Throughout the day the baby and I began our recovery and I still wondered what name he'd be called. Matt and I had asked the nurses if they had a baby book and they presented a 2" thick copy of names. I religiously flipped through every page and jotted down names I thought were possibilities. Matt and our children visited right before bedtime ("we're having a pizza party Mom, and we got a MOVIE!"), and we passed a few names between us, without any luck.

I forgot to mention when Matt called my parents to tell them the news and told my mom we were considering the name Ivan (which we weren't), there were 5 solid seconds of silence on the other end of the phone. Matt has this delight in teasing my mother.

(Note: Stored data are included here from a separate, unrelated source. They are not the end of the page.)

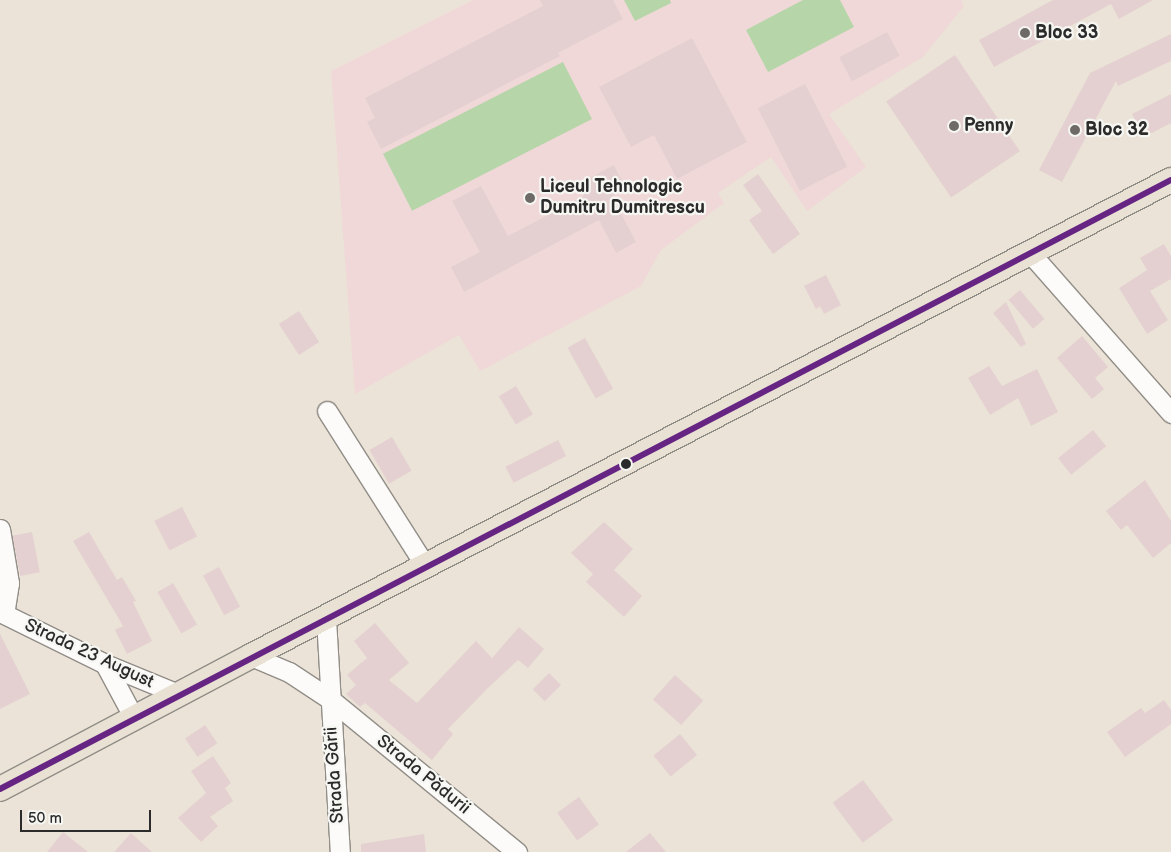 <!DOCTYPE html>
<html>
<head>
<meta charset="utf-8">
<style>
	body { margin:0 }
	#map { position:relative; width:1171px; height:852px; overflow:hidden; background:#ebe3d7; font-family:"Balsamiq Sans",sans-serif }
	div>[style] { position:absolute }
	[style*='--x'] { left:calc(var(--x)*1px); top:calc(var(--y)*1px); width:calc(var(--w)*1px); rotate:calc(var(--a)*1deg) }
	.built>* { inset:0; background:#f0d8d8 }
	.green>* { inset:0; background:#b6d5a8; transform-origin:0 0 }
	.building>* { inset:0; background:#e4d0d0; transform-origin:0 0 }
	.roads { filter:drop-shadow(1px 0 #918d87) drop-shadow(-1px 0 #918d87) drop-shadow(0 1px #918d87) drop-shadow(0 -1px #918d87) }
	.minor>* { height:19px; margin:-9.5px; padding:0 9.5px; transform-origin:9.5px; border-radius:9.5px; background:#fcfbf9 }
	.major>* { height:24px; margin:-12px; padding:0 12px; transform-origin:12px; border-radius:12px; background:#e8e1d4 }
	.bus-1>* { height:6px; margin:-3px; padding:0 3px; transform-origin:3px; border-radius:3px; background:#662483 }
	.dots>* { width:14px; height:14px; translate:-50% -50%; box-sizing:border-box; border:2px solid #f6f6f2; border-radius:50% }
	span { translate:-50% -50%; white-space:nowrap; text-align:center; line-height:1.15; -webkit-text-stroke:4.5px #f6f6f2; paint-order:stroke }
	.poi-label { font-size:18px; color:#2b2b2b; font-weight:700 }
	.left { translate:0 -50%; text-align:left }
	.street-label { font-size:18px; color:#2b2b2b }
	.scale { position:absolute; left:20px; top:810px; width:131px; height:22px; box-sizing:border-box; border:2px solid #2b2b2b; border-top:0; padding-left:6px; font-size:15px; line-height:18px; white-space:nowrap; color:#2b2b2b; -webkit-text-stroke:4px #f6f6f2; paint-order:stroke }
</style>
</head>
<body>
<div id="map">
	<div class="built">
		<div style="clip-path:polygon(473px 0,961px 0,964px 6px,923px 57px,829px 114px,866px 167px,807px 211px,771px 157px,718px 193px,724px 203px,661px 250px,641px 286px,480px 371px,459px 335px,355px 394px,331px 71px)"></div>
	</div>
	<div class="green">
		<div style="clip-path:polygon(624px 0,670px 0,671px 3px,635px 21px)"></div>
		<div style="clip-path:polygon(803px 0,840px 0,854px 27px,768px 72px,746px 30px)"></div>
		<div style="left:563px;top:62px;width:64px;height:202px;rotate:63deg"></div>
	</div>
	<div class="building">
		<div style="clip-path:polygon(540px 0,613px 0,623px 19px,558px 53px,560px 56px,381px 149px,367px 122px,375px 118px,365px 98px,543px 6px)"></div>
		<div style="clip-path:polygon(1053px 0,1153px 0,1119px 19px,1111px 4px,994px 67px,979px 40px)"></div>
		<div style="left:887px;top:32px;width:27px;height:54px;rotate:62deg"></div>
		<div style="clip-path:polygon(1171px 34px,1171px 61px,1118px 86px,1116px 81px,1062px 182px,1039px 170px,1090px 73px)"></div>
		<div style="clip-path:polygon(692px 38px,747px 142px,677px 179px,654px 135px,631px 147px,599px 87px)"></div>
		<div style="left:955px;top:55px;width:116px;height:83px;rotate:56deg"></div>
		<div style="left:805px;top:84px;width:93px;height:53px;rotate:63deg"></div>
		<div style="clip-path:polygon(1171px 94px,1171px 123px,1144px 137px,1132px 114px)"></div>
		<div style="clip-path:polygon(614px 165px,626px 189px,612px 196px,636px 242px,616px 253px,599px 220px,464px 292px,451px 267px,480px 252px,452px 201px,481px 186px,508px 236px,584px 196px,578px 184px)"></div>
		<div style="clip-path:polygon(758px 174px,800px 234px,773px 254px,749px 220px,762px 211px,743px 185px)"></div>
		<div style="clip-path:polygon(1164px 244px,1171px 256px,1171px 279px,1150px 291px,1168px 320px,1147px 334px,1119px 288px,1147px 270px,1140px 258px)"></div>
		<div style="clip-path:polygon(826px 275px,841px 305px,824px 314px,820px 306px,816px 309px,804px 286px)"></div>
		<div style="left:1020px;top:290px;width:38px;height:15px;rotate:50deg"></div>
		<div style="clip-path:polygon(1006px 302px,1026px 344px,1021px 347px,993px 313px)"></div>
		<div style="left:299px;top:311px;width:37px;height:24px;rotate:57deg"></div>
		<div style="clip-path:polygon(1082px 336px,1108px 367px,1095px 378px,1104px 389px,1092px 399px,1057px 358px)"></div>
		<div style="left:585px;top:338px;width:58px;height:20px;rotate:61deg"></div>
		<div style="clip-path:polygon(989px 366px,1002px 386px,1037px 369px,1058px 412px,1031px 426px,1018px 398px,990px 415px,968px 378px)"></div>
		<div style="left:516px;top:386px;width:33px;height:20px;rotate:59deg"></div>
		<div style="left:1093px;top:430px;width:21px;height:45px;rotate:51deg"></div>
		<div style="left:392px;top:437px;width:39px;height:26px;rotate:60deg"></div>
		<div style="left:558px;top:440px;width:18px;height:59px;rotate:63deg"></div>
		<div style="clip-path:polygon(1145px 480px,1171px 521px,1171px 543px,1153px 558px,1127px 525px,1121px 530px,1106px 511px)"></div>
		<div style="left:182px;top:507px;width:33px;height:31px;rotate:63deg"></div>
		<div style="clip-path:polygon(604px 522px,633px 549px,614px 570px,642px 596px,624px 617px,586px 582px,593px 574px,571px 553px)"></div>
		<div style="left:32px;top:532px;width:41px;height:20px;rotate:79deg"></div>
		<div style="clip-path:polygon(89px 532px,117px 580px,122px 577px,136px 601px,133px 602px,152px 641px,127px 654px,115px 630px,123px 626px,73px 541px)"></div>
		<div style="left:219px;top:567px;width:45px;height:18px;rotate:62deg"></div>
		<div style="left:173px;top:583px;width:48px;height:18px;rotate:60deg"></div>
		<div style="clip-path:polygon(375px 623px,409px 663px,389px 680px,417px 703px,476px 641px,492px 658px,519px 627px,544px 649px,528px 668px,518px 660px,488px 688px,448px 729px,453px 734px,432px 760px,365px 703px,360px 707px,346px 694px,356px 685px,347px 675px,367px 658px,354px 641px)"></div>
		<div style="clip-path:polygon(0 634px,30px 694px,0 709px)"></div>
		<div style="left:549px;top:673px;width:17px;height:23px;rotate:45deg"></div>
		<div style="left:675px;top:675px;width:38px;height:33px;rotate:42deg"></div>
		<div style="clip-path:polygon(1164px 700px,1171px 710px,1171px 724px,1125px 757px,1107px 732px,1141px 708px,1145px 713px)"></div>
		<div style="left:205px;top:725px;width:22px;height:24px;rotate:56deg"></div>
		<div style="left:680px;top:734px;width:27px;height:34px;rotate:51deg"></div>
		<div style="clip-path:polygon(213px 756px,231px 783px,225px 788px,233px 801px,210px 817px,218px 826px,201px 842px,178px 818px,206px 793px,191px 771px)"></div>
		<div style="left:863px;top:780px;width:50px;height:38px;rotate:53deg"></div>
		<div style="left:579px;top:797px;width:34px;height:27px;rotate:54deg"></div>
		<div style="clip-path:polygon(63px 832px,88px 852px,47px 852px)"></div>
		<div style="clip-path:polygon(131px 833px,152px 852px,114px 852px)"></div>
		<div style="clip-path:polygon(650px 833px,666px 852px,626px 852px)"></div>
		<div style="clip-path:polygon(424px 834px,426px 852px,361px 852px,361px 844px)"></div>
	</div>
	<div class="roads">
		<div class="minor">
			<div style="--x:1031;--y:254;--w:212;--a:48.6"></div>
			<div style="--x:327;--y:411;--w:185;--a:57.6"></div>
			<div style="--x:0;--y:529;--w:55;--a:80.5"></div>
			<div style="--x:9;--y:583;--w:31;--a:99"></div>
			<div style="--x:0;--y:612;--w:117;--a:26.3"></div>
			<div style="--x:105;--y:664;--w:79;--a:22.3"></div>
			<div style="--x:326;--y:619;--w:233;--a:86.6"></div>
			<div style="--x:251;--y:656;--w:41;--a:22.8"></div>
			<div style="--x:289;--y:672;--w:49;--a:33.4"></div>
			<div style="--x:330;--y:699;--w:242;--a:39.3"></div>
			<div style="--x:105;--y:664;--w:61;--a:61.8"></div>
		</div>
		<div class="major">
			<div style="--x:0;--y:789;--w:284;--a:-27.9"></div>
			<div style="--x:251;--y:656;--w:1036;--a:-27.36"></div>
		</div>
	</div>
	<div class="bus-1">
		<div style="--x:0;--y:789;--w:1320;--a:-27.48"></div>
	</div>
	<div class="dots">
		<div style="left:1025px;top:33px;background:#6e6b67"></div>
		<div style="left:954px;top:126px;background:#6e6b67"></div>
		<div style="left:1075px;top:130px;background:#6e6b67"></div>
		<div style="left:530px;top:198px;background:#6e6b67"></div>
		<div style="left:626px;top:464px;background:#2b2b2b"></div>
	</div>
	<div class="poi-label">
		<span class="left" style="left:1035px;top:33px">Bloc 33</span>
		<span class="left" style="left:964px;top:126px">Penny</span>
		<span class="left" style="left:1085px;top:130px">Bloc 32</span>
		<span class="left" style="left:540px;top:198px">Liceul Tehnologic<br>Dumitru Dumitrescu</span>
	</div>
	<div class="street-label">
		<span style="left:89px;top:654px;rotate:25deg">Strada 23 August</span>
		<span style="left:335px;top:775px;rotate:-94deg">Strada Gării</span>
		<span style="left:423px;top:775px;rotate:39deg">Strada Pădurii</span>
	</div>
	<div class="scale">50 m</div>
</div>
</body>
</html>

By Sunday morning I was finished with the hospital. The nurses had been wonderful, but I was ready to be home. Good thing we stayed though (we could've gone home 24 hours after the birth but since it was late into the p.m., they suggested we stay an extra night) because the next morning's exam by the pediatrician revealed a fractured clavicle (big babies sometimes are squinched just so in the birth canal that they suffer a fracture during birth), and more heart issues - 2-4 skipped beats per minute, calling for an EKG.

I was about to go stir-crazy but by about 4 p.m. we were finally released, with instructions for follow up visits on the two concerns.

But what about a name? Well 5 minutes before we left the hospital Matt said, "Well you said you wanted a name with significance? Either a family name or something religious/biblical? How about Gordon?"

I looked at him funny.

"What? He was one of the most revered prophets in our time."

I wasn't buying his sincerity.

"Well then how about Brigham?"

That struck a cord.

Me: "I like it ... Brigham Bailey. I really like it."

Him: "You do?" (I think his sincerity maybe wasn't 100% on this suggestion either)

Me: "I really do."

Him: "Okay, let's do it ... you do realize this is almost the same way we came up with Wes' name."

Me: "Yes."

Him: "Okay."

Brigham it was ........ for 2 about minutes. I left the room to go back to the nursery and when I came back Matt said, "No, it's not Brigham."

So without going into any more revealing detail, that's been the story of our lives for the last week. We suggest names to each other and haven't been able to come to a consensus. I've told Matt we're not doing this again for any future children that may be up there ... it's been a pain at doctor's appointments, and the insurance company isn't liking/buying it either. You'd think that after 9+ months, we would've been able to make this decision, but oh well, he sure is cute though. Many times I have felt just like the miller's daughter-turned queen in Rumpelstiltskin as she's trying to guess the funny little man's name.

Now just some thoughts:

-Matt's been a rock through all of this, keeping us afloat during transition.
-I forgot how much I love all the sounds and faces a newborn makes.
-We really need a van. It was one of those things that didn't get done.
-We moved into the best neighborhood for us now. Our neighbors have truly taken us in.
-It's hard not having family close by, although our ward family and aforementioned- neighbors have been awesome.
-Each day I hold this little guy I love him more and more and our connection deepens. I've truly been blessed with a wonderful family.

Saturday, May 14, 2011

Arrival

Hello blogosphere. Matt here.

Just wanted to let you all know that Heather delivered a 9 lb, 6 ounce baby boy on May 13 at 10:22 pm. More details and pictures to follow once we get them home. Mom and baby are doing just fine. No name as of yet.

Monday, May 9, 2011

We've almost made it

Quick update ...

No baby yet; due date on Thursday.

Still boxes everywhere, but slowly making progress.

LOVE the neighborhood - great neighbors.

Our children have made friends here.

Got phone and internet up and going today ... honestly have not missed it.

Matt's finishes school on Friday! Can we make it until then? Of course we can.